These implementations are intended as subdomain solvers as part of an additive Schwarz algebraic domain decomposition preconditioner, or as a local smoother for an algebraic multigrid preconditioner. They can be executed in parallel on a multicore processor, but only if you enable the use of MPI. In this case, each MPI process is assigned a portion of the matrix equations on which an incomplete Cholesky preconditioner will be used. If you compile Trilinos with MPI support disabled, you can still execute the incomplete Cholesky preconditioner, but only on a single core.

Details for each are here:

http://trilinos.org/oldsite/packages/aztecoo/AztecOOUserGuide.pdf (starting about p 16)

http://trilinos.org/oldsite/packages/ifpack/IfpackUserGuide.pdf (starting about p 15)

Using MPI to obtain parallelism on a multicore processor is quite effective, but it does typically require a fairly substantial refactoring of your code if you are running a sequential or OpenMP based code at this time.

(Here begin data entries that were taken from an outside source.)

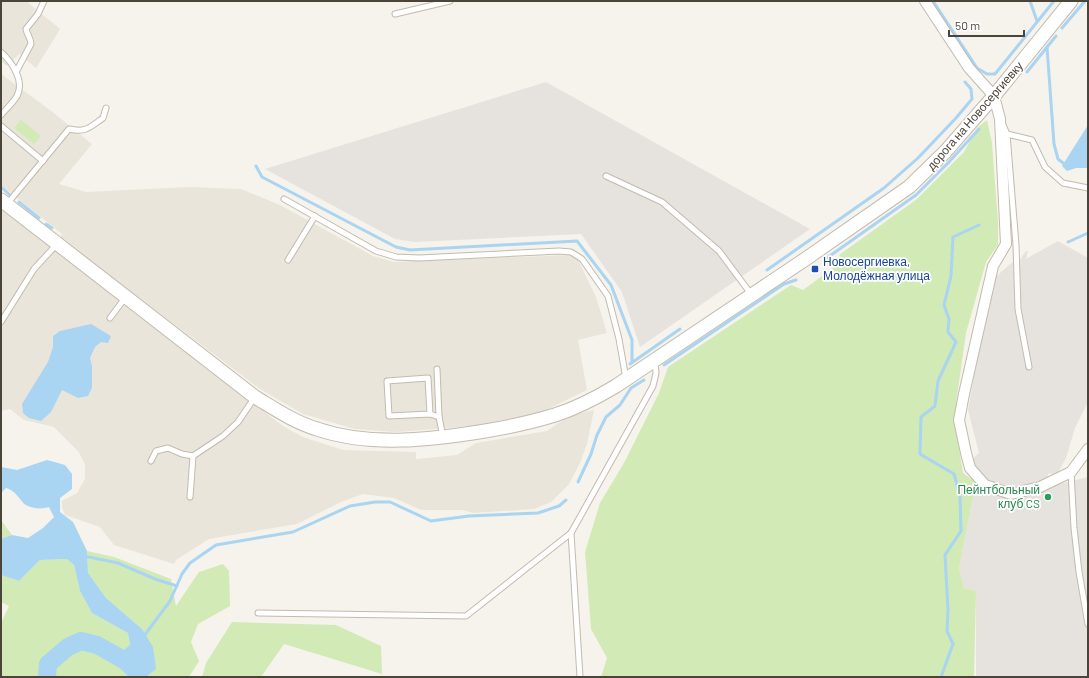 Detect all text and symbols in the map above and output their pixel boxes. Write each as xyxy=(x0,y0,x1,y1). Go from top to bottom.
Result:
scale bar xyxy=(949,12,1024,38)
text: 50 m xyxy=(955,18,980,32)
street label: дорога на Новосергиевку xyxy=(923,58,1026,173)
place label: Новосергиевка, Молодёжная улица xyxy=(823,254,930,283)
marker: Новосергиевка, Молодёжная улица xyxy=(810,264,820,274)
place label: Пейнтбольный клуб CS xyxy=(957,482,1040,511)
marker: Пейнтбольный клуб CS xyxy=(1043,492,1053,502) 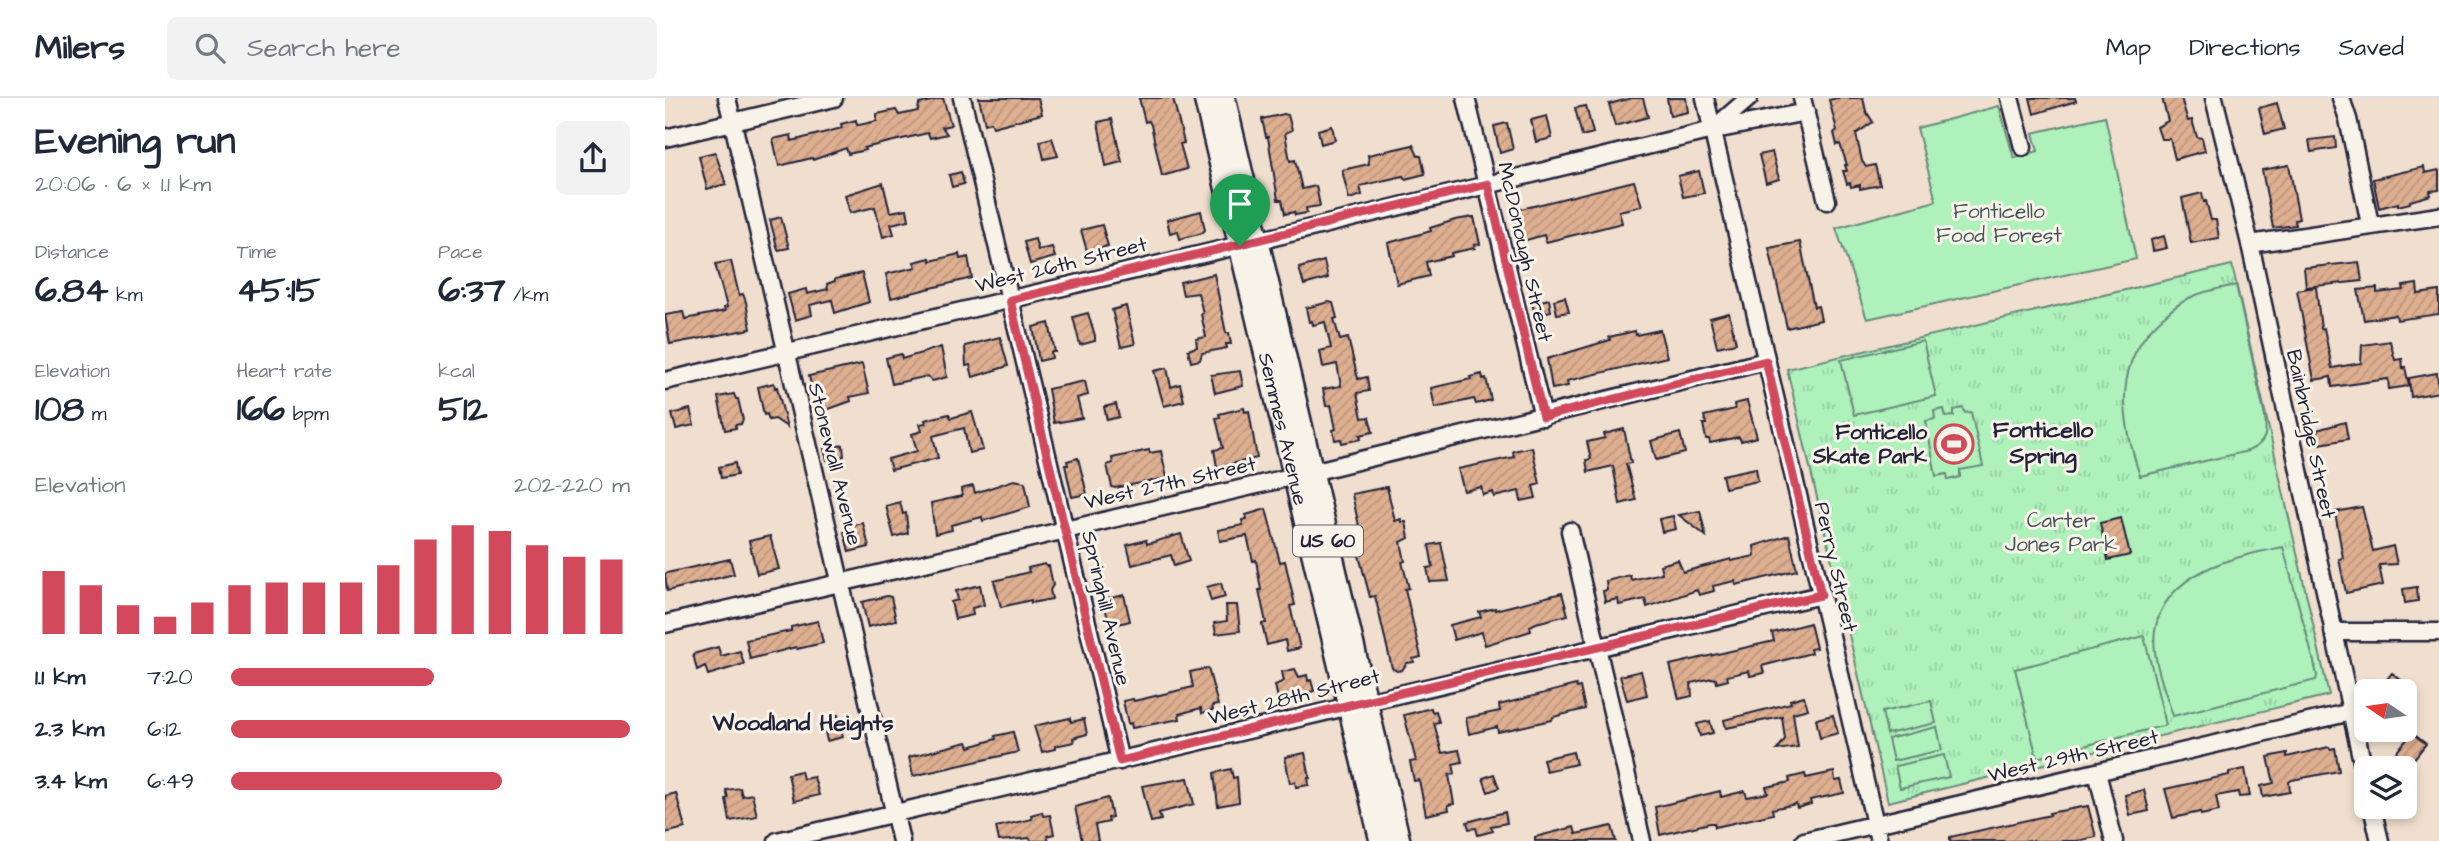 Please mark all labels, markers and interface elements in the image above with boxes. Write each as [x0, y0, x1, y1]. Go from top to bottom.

Obtaining good threaded parallel performance, e.g., with OpenMP, from incomplete Cholesky on a typical sparse matrix is challenging. The factorization phase can obtain reasonable speedups, say 5x on 8 cores (based on my own experience) for large enough problems. But the solve phase (which you will call for each iteration) is difficult to improve substantially for general sparse matrices. I have seldom seen more than a factor of 2 improvement, no matter how many cores are used.

Complete sparse Cholesky algorithms have a rich graph theory framework that enables organization of the factorization and solve into multifrontal (task) and supernodal (data) parallelism, and can benefit from using optimized dense BLAS. Also, most of the computational time for complete sparse Cholesky is spent in the factorization (again easier to parallelize) and the solve is typically only called once (since the factorization is complete). So threaded complete Cholesky is typically quite effective.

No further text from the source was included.